== What you are asked to do ==
Examine the data below and state how many lines contain "absolute", offering no other words.

== Extracted entries ==
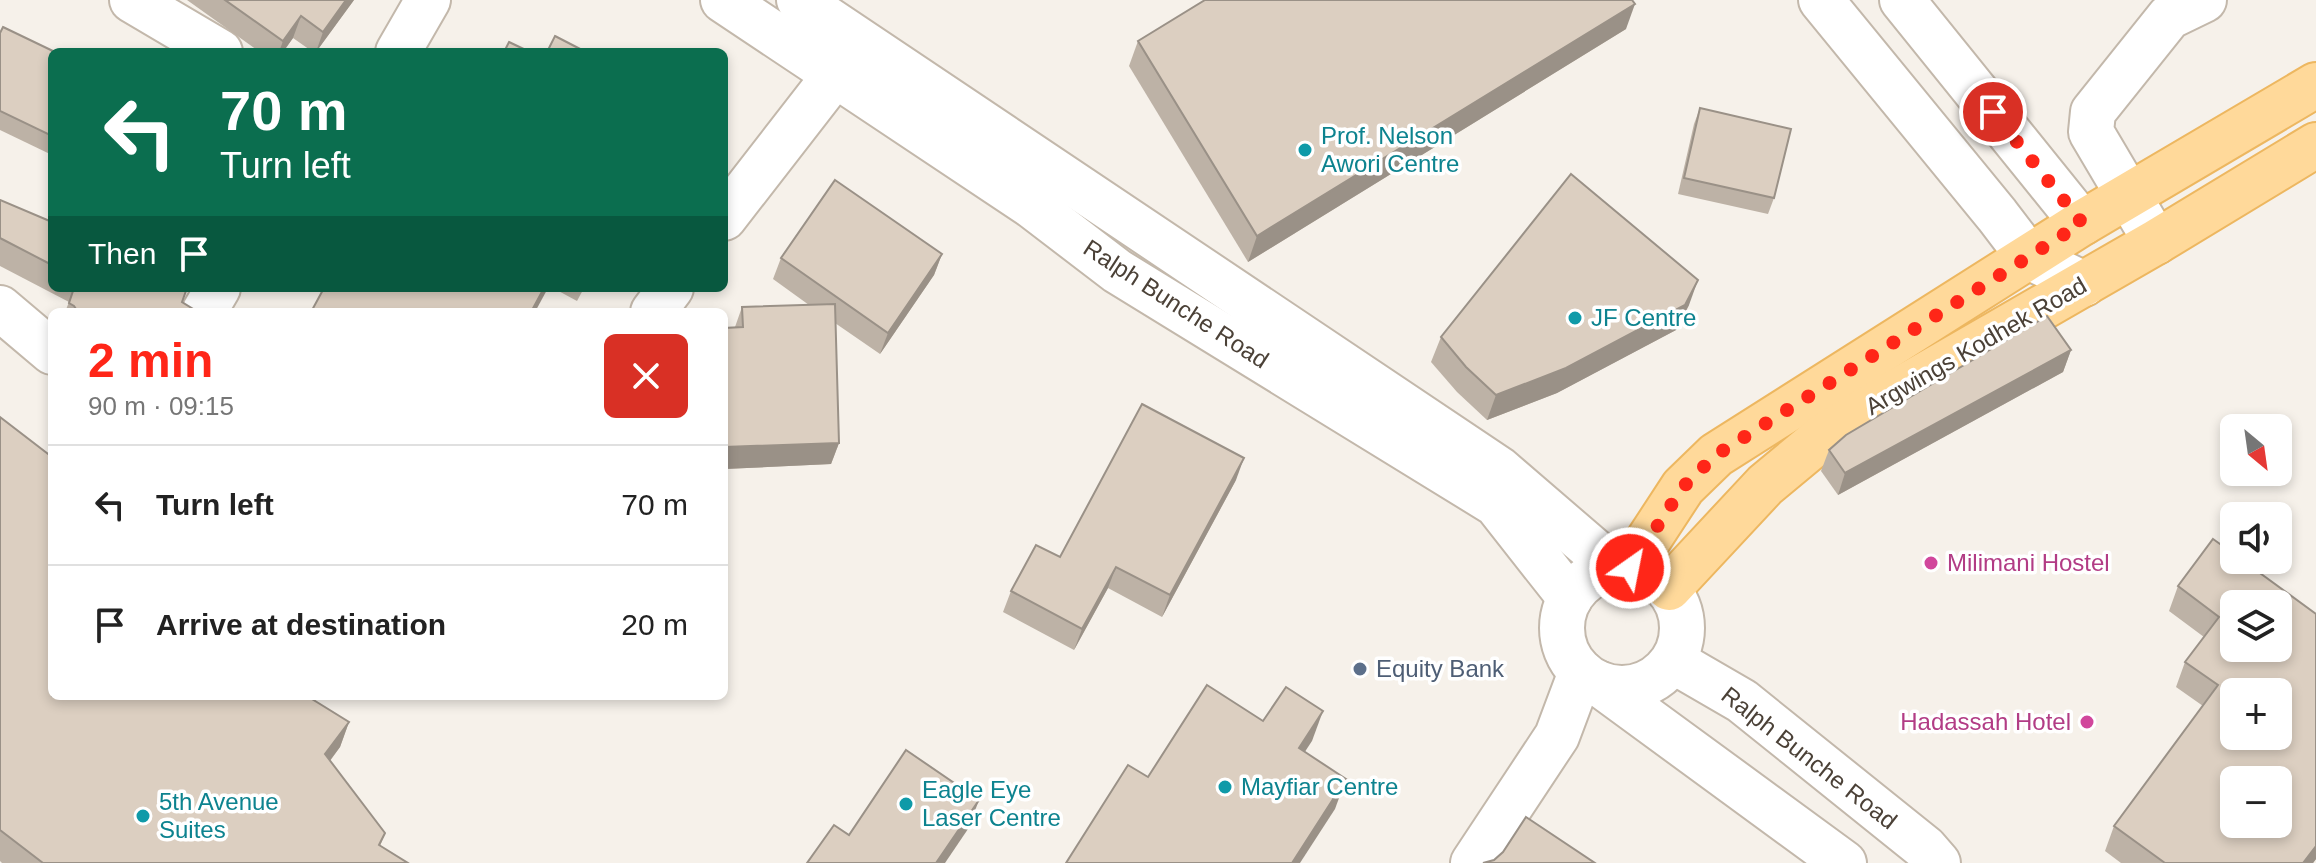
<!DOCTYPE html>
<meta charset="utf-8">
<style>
:root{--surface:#fff;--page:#f6f6f6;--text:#222;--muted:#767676;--line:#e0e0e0;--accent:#ff2618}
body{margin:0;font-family:Helvetica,sans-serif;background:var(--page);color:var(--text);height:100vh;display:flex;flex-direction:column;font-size:30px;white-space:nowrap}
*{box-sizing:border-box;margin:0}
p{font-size:26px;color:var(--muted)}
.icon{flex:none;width:44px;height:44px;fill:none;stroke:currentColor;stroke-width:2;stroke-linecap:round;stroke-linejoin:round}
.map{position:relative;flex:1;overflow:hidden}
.side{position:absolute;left:48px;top:308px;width:680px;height:392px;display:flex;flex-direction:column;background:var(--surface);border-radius:12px;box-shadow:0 4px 12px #0003}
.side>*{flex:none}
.guide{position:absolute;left:48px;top:48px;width:680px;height:244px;border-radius:12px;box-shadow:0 4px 12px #0003;background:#0b6e4f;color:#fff;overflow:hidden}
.needle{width:52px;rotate:151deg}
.fabs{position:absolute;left:2220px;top:414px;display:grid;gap:16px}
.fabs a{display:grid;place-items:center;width:72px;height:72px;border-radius:12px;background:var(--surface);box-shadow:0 4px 12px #0003;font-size:40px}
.pin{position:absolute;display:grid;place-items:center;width:68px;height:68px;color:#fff;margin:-34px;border:4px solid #fff;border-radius:50%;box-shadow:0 2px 8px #0007}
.me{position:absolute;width:88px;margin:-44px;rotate:33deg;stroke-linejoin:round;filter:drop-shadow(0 0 6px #0008)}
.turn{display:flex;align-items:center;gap:28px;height:168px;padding:0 40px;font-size:36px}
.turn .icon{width:104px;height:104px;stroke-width:2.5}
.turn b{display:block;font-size:56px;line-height:68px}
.then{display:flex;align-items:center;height:76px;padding:0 40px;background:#0003;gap:16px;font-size:30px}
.round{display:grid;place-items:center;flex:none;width:84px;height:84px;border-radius:12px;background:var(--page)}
.head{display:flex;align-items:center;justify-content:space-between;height:136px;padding:0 40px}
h1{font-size:48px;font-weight:800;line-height:60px;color:var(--accent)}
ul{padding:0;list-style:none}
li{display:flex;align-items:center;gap:24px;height:120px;padding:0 40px;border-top:2px solid var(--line)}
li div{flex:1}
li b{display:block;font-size:30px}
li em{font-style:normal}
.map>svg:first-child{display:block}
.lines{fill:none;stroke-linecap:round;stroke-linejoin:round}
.minor-casing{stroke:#c3b8ab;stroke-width:48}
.major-casing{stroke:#edb760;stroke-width:48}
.minor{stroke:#fff;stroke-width:44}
.major{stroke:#ffd99a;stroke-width:44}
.wall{fill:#bdb2a6}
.shaded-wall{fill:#9a9187}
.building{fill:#dccfc1;stroke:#9a9187;stroke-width:2;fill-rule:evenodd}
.route{stroke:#ff2618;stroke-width:14;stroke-dasharray:0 25.2}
.culture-dot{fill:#0f9aa8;stroke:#fff;stroke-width:3}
.hotel-dot{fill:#d1479c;stroke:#fff;stroke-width:3}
.service-dot{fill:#5c6f8a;stroke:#fff;stroke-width:3}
.labels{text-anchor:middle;stroke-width:7;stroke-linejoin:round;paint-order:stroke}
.culture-label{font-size:24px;fill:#0d838f;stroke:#fff;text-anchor:start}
.street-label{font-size:24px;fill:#4b4137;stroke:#fff}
.hotel-label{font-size:24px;fill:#b23c85;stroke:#fff;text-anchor:start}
.service-label{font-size:24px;fill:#4e5e75;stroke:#fff;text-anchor:start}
</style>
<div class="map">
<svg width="2316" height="863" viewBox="0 0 2316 863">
<rect width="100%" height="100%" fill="#f6f1ea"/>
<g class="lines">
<defs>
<g id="minor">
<path d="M132,0L220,52"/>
<path d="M723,0L1032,206L1117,271L1496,504L1570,598"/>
<path d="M799,0L1499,469L1614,568"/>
<path d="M1821,0L1997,215L2029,257L2084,284"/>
<path d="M1902,0L2082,223"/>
<path d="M398,52L428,0"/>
<path d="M724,218L852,53"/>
<path d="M2156,242L2091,132L2093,112L2169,17L2204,0"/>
<path d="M0,308L52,352"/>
<path d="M204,312L218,288"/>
<path d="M653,312L671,288"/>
<circle cx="1622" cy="628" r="60"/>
<path d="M1673,661L1742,701L1925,848L1938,863"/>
<path d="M1598,683L1844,863"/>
<path d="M1473,863L1557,736L1581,672"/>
</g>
<g id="major">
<path d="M1630,568L1683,487L1716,455L2082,223L2316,85"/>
<path d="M1669,588L1765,485L1824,436L1892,394L2156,242L2316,145"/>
</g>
</defs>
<use href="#minor" class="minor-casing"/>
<use href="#major" class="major-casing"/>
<use href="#minor" class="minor"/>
<use href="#major" class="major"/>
</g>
<g class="wall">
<path d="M187,0H354L316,52H313L293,38L283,52H260Z"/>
<path d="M1626,29L1248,262L1129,66L1138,41Z"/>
<path d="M0,33L52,52V155L0,130Z"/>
<path d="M1700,108L1774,198L1768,214L1678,194L1694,124Z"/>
<path d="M0,200L52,222V288H187L182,302L198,312H65L69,302L0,266Z"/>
<path d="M942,254L934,275L880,354L835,323L839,443L831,464L724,469V328L735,327L742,307L809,305L773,279L781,258Z"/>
<path d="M553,288H584L577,301Z"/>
<path d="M1689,305L1676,330L1557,393L1487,420L1457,392L1431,362L1441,337Z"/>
<path d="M2071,350L2063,372L1838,495L1821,471L1829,450Z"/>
<path d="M0,417L52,696L349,722L340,747L330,761L385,833L380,846L408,863H2L0,861Z"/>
<path d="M1236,480L1162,617L1108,588L1074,650L1003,612L1011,591L1060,557Z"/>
<path d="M2178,586L2316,614V859L2313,863H2121L2105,851L2114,826L2203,706L2176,687L2185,662L2204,637L2169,611Z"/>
</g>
<g class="shaded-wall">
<path d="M346,0H354L316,52L323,32Z"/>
<path d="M1635,4L1626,29L1248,262L1257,236Z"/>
<path d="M301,16L293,38L283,52H279L283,41Z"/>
<path d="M942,254L934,275L880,354L888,333Z"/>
<path d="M1698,280L1689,305L1676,330L1557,393L1487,420L1496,395Z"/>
<path d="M544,288H548L535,312H531Z"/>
<path d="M2071,350L2063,372L1838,495L1845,473Z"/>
<path d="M839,443L831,464L724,469V447Z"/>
<path d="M1244,458L1236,480L1162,617L1170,595Z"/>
<path d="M1116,567L1108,588L1074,650L1082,629Z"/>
<path d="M1323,711L1312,741L1287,779L1299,748Z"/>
<path d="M349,722L340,747L316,779L325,754Z"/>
<path d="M1346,779L1335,809L1300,863H1292Z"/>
<path d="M979,800L968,829L945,863H936Z"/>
<path d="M2316,846V859L2313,863H2303Z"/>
</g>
<g class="building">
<path d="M225,0H346L323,32L301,16L283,41Z"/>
<path d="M1205,0H1632L1635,4L1257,236L1138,41Z"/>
<path d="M3,27L55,52H52V136L0,111V33Z"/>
<path d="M555,36L586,52H547Z"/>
<path d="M509,42L530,52H504Z"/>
<path d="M1700,108L1791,129L1774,198L1684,178Z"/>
<path d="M1571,174L1698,280L1685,305L1566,368L1496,395L1466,367L1441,337Z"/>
<path d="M835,180L942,254L888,333L781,258Z"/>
<path d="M0,200L52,222V265L0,238Z"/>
<path d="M74,288H187L182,302L198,312H78L74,306L69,303Z"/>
<path d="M324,288H544L531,312H311Z"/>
<path d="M835,304L839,443L724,447V328L743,327L742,307Z"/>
<path d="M2047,316L2071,350L1845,473L1829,450L1846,435Z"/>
<path d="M1142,404L1244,458L1170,595L1116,567L1082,629L1011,591L1036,545L1060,557Z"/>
<path d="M0,417L52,457V696H307L349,722L325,754L385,833L379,845L408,863H43L0,830Z"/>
<path d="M2213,539L2234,554V560H2242L2316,614V846L2303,863H2165L2114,826L2218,685L2185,662L2219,617L2178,586ZM2234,604H2278V648H2234ZM2234,692H2278V736H2234ZM2234,780H2278V824H2234Z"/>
<path d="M1207,685L1263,721L1286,687L1323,711L1299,748L1346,779L1292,863H1066L1128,765L1148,777Z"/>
<path d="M906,750L979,800L936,863H807L834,825L849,835Z"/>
<path d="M1526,817L1595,863H1483L1494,860L1503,852Z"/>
</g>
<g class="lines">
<path class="route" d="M1630,568L1683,487L1716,455L2082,223L1993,112"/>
</g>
<g class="culture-dot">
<circle cx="1305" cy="150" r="8"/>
<circle cx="1575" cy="318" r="8"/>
<circle cx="1225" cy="787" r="8"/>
<circle cx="906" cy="804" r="8"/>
<circle cx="143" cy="816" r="8"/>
</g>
<g class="hotel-dot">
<circle cx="1931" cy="563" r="8"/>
<circle cx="2087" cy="722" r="8"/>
</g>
<circle class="service-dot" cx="1360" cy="669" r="8"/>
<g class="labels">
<g class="culture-label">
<text x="1321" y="144">Prof. Nelson<tspan x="1321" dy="28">Awori Centre</tspan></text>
<text x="1591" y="326">JF Centre</text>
<text x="1241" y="795">Mayfiar Centre</text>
<text x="922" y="798">Eagle Eye<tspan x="922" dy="28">Laser Centre</tspan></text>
<text x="159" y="810">5th Avenue<tspan x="159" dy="28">Suites</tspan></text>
</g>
<g class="street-label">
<text transform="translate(1176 304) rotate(33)" y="8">Ralph Bunche Road</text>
<text transform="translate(1976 346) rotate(-30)" y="8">Argwings Kodhek Road</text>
<text transform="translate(1809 758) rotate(38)" y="8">Ralph Bunche Road</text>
</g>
<g class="hotel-label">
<text x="1947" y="571">Milimani Hostel</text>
<text x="2071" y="730" text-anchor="end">Hadassah Hotel</text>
</g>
<g class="service-label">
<text x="1376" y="677">Equity Bank</text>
</g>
</g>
</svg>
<div class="fabs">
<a><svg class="needle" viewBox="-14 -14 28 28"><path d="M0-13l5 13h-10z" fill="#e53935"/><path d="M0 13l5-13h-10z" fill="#767676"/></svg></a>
<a><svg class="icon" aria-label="sound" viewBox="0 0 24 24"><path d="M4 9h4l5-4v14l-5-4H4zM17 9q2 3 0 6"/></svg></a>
<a><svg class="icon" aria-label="layers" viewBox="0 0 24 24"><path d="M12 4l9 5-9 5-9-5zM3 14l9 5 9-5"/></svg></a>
<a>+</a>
<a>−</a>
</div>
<div class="pin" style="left:1993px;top:112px;background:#d93025"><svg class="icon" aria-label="arrive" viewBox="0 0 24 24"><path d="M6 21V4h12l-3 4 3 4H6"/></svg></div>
<svg class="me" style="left:1630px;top:568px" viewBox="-20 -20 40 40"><circle r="17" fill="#ff2618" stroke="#fff" stroke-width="3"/><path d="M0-11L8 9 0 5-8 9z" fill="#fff"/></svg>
<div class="guide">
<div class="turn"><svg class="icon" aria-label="left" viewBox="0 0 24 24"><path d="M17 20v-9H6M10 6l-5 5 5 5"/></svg><div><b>70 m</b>Turn left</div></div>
<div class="then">Then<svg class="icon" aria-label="arrive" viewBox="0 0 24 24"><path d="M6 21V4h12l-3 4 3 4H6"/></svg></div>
</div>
<section class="side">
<div class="head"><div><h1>2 min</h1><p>90 m · 09:15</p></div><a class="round" style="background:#d93025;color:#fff"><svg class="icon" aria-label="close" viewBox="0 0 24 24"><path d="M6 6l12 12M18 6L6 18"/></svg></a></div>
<ul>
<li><svg class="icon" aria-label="left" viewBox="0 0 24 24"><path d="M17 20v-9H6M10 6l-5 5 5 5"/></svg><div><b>Turn left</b></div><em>70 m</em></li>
<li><svg class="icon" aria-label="arrive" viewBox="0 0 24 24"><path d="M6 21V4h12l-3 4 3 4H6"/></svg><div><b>Arrive at destination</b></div><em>20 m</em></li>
</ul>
</section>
</div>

== Response area ==
5